Can somebody confirm that python is the problem here? Is there another way to make the DumpThread release control? Any other ideas?

Answer 1

Your vendor would be right if yours was pure python code; however, C extensions may release the GIL, and therefore allows for actual multithreading.

In particular, time.sleep does release the GIL (you can check it directly from the source code, here - look at floatsleep implementation); so your code should not have any problem. As a further proof, I have made also a simple test, just removing the calls to USB, and it actually works as expected:

from threading import Thread
import time
import sys

usb_device = 0

def usb_dump():
    for i in range(100):
        time.sleep(0.001)
        print "dumping usb"

class DumpThread(Thread):
    def run(self):
        usb_dump()

t = DumpThread()
t.start()
print "Sleep 1"
time.sleep(1)
print "End"
sys.exit(0)

Finally, just a couple of notes on the code you posted:

• usb_device is not being passed to the thread. You need to pass it as a parameter or (argh!) tell the thread to get it from the global namespace.
• Instead of forcing sys.exit(), it could be better to just signal the thread to stop, and then closing USB device. I suspect your code could get some multithreading issue, as it is now.
• If you need just a periodic poll, threading.Timer class may be a better solution for you.

[Update] About the latest point: as told in the comment, I think a Timer would better fit the semantic of your function (a periodic poll) and would automatically avoid issues with the GIL not being released by the vendor code.

Answer 2

I'm assuming you wrote a Python C module that exposes the ReadUSBDevice function, and that it's intended to block until a USB packet is received, then return it.

The native ReadUSBDevice implementation needs to release the Python GIL while it's waiting for a USB packet, and then reacquire it when it receives one. This allows other Python threads to run while you're executing native code.

http://docs.python.org/c-api/init.html#thread-state-and-the-global-interpreter-lock

While you've unlocked the GIL, you can't access Python. Release the GIL, run the blocking function, then when you know you have something to return back to Python, re-acquire it.

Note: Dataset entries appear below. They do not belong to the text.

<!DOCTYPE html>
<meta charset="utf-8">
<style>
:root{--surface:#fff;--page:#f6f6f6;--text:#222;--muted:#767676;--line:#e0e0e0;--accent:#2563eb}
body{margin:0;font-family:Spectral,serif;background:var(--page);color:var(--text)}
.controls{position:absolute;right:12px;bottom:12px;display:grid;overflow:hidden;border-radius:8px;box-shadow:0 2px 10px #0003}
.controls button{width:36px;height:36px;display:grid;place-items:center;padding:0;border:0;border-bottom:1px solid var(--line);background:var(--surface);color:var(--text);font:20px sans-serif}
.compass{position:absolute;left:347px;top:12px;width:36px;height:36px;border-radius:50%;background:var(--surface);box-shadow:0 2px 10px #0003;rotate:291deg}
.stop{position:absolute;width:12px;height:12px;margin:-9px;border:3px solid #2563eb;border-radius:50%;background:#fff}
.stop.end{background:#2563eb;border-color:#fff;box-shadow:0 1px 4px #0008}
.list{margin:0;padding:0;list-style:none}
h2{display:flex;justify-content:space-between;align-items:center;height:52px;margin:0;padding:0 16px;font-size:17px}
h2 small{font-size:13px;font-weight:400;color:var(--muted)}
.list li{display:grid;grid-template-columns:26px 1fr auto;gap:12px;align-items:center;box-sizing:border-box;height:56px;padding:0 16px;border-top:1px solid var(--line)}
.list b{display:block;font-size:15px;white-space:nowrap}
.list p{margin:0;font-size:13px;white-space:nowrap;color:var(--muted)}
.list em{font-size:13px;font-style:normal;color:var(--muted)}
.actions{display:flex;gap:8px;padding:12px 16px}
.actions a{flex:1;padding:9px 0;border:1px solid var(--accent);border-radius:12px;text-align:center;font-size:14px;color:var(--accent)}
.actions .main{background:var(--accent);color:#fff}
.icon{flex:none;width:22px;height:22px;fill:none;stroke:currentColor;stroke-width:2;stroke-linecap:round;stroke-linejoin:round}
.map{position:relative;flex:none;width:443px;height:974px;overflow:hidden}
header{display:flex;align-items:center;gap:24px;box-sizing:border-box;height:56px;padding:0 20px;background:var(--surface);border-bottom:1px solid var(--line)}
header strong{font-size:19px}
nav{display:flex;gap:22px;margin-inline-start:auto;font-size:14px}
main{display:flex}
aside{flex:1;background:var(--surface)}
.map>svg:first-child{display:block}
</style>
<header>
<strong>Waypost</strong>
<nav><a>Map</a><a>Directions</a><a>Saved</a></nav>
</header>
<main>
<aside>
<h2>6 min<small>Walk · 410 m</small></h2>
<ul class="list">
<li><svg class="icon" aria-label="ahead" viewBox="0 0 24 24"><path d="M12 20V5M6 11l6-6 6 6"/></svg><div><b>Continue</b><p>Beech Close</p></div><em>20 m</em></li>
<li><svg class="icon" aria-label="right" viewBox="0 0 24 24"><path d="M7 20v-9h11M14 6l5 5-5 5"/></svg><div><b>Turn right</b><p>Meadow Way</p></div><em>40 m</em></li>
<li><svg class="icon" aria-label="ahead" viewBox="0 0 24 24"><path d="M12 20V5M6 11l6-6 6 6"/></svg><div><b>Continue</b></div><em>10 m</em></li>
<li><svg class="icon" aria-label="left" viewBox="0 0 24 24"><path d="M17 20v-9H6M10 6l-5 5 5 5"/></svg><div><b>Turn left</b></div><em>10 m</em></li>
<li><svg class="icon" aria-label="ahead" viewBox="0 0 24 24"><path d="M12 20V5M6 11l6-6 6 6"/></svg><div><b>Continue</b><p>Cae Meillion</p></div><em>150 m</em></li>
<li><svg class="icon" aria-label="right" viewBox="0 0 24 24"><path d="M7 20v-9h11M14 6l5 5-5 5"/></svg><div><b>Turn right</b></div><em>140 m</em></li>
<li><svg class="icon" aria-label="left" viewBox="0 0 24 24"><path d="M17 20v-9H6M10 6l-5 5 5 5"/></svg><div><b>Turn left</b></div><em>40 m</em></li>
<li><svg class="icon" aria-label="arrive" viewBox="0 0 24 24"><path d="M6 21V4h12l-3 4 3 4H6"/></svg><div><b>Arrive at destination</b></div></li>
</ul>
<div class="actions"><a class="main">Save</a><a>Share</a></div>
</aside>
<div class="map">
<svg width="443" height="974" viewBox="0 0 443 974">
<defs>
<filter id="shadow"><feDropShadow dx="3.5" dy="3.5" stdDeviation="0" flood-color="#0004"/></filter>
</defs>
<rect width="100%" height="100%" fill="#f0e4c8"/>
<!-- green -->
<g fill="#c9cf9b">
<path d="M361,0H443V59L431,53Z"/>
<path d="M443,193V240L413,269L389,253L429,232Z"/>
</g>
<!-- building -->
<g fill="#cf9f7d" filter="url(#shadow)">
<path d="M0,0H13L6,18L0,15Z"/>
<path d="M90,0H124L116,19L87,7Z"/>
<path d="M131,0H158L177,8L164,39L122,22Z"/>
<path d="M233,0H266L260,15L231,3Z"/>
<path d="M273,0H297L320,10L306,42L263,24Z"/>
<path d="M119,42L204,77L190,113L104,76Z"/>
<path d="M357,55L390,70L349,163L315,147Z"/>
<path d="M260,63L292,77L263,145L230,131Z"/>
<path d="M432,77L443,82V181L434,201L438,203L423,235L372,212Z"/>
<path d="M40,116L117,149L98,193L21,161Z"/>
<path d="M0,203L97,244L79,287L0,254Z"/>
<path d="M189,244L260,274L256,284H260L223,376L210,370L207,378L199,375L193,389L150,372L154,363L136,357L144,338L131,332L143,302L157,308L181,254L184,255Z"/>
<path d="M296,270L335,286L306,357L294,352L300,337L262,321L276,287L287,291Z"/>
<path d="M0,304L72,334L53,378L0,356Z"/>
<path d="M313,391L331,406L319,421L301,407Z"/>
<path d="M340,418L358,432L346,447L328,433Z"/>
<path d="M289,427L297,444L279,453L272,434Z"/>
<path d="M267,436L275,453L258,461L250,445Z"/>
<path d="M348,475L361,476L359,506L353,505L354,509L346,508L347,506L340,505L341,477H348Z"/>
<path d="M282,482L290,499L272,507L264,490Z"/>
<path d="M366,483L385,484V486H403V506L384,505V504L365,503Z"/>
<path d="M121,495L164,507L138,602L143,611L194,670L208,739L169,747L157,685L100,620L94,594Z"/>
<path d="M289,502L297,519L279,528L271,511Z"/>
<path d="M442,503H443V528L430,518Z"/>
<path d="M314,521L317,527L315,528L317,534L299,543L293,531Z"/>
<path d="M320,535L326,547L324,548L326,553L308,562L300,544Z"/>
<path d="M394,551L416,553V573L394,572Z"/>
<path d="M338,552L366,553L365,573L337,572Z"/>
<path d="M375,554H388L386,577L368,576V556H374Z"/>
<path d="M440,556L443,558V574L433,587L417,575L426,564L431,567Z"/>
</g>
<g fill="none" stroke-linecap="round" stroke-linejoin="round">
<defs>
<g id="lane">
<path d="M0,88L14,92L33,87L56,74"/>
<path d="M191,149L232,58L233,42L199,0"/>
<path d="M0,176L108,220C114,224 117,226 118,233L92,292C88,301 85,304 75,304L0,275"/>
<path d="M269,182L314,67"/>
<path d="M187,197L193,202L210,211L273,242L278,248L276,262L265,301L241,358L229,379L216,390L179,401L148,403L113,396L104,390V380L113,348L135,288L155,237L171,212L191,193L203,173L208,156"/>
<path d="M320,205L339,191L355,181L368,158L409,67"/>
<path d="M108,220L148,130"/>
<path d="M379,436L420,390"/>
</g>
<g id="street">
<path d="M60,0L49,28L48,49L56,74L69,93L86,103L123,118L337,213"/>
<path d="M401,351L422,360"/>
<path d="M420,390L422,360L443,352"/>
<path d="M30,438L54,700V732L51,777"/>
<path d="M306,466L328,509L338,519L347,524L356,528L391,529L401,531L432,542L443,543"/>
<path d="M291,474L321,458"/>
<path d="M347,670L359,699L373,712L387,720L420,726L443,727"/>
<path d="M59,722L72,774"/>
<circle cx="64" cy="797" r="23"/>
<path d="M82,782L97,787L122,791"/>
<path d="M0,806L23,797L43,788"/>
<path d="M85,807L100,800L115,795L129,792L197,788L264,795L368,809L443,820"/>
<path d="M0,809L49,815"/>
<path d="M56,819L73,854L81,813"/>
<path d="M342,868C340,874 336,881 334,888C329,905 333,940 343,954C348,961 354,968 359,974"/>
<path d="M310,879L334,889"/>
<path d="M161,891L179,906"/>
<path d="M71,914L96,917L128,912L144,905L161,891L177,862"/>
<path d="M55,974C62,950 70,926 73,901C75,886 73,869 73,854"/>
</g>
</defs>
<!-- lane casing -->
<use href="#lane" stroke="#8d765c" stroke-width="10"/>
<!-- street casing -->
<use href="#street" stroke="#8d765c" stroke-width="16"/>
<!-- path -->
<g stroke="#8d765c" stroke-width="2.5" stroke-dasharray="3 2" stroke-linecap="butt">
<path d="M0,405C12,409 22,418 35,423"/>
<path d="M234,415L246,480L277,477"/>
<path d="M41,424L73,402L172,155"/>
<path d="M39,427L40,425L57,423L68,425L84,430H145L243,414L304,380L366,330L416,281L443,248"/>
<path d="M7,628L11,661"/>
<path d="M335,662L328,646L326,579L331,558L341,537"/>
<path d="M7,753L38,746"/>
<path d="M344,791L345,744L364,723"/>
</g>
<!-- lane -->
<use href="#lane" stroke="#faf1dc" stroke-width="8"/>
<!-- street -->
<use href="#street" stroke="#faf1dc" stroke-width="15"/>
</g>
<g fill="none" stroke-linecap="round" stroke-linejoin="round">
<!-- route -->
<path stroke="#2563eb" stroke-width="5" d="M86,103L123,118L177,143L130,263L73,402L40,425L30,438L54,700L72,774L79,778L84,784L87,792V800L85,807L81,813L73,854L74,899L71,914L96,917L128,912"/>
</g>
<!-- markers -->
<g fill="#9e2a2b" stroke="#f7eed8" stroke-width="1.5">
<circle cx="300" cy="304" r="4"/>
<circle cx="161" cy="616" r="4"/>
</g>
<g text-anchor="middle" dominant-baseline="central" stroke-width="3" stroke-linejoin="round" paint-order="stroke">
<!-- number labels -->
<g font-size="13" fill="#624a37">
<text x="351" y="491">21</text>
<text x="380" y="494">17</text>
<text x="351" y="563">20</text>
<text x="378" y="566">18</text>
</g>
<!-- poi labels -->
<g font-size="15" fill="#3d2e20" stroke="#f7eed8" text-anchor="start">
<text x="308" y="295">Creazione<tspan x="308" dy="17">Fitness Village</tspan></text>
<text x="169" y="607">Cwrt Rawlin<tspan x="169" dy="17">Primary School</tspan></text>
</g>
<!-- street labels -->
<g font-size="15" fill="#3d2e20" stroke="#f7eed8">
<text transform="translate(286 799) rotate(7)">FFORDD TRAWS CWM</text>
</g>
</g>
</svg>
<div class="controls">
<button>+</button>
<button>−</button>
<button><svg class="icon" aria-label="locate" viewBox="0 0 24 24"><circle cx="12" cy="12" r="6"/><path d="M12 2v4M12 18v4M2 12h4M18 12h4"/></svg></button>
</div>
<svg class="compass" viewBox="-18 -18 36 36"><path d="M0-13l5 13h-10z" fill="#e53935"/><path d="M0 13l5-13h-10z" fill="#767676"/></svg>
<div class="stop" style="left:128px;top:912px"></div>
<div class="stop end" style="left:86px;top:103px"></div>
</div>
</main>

If you don't do this, then no other Python threads can execute while your native blocking is going on. If this is a vendor-supplied Python module, failing to release the GIL during native blocking activity is a bug.

Note that if you're receiving many packets, and actually processing them in Python, then other threads should still run. Multiple threads which are actually running Python code won't run in parallel, but it'll frequently switch between threads, giving them all a chance to run. This doesn't work if native code is blocking without releasing the GIL.

edit: I see you mentioned this is a vendor-supplied library. If you don't have source, a quick way to see if they're releasing the GIL: start the ReadUSBDevice thread while no USB activity is happening, so ReadUSBDevice simply sits around waiting for data. If they're releasing the GIL, the other threads should run unimpeded. If they're not, it'll block the whole interpreter. That would be a serious bug.

Answer 3

I think the vendor is correct. Assuming this is CPython, there is no true parallel threading; only one thread can execute at a time. This is because of the implementation of the global interpreter lock.

You may be able to achieve an acceptable solution by using the multiprocessing module, which effectively sidesteps the garbage collector's lock by spawning true sub-processes.

Another possibility that may help is to modify the scheduler's switching behaviour.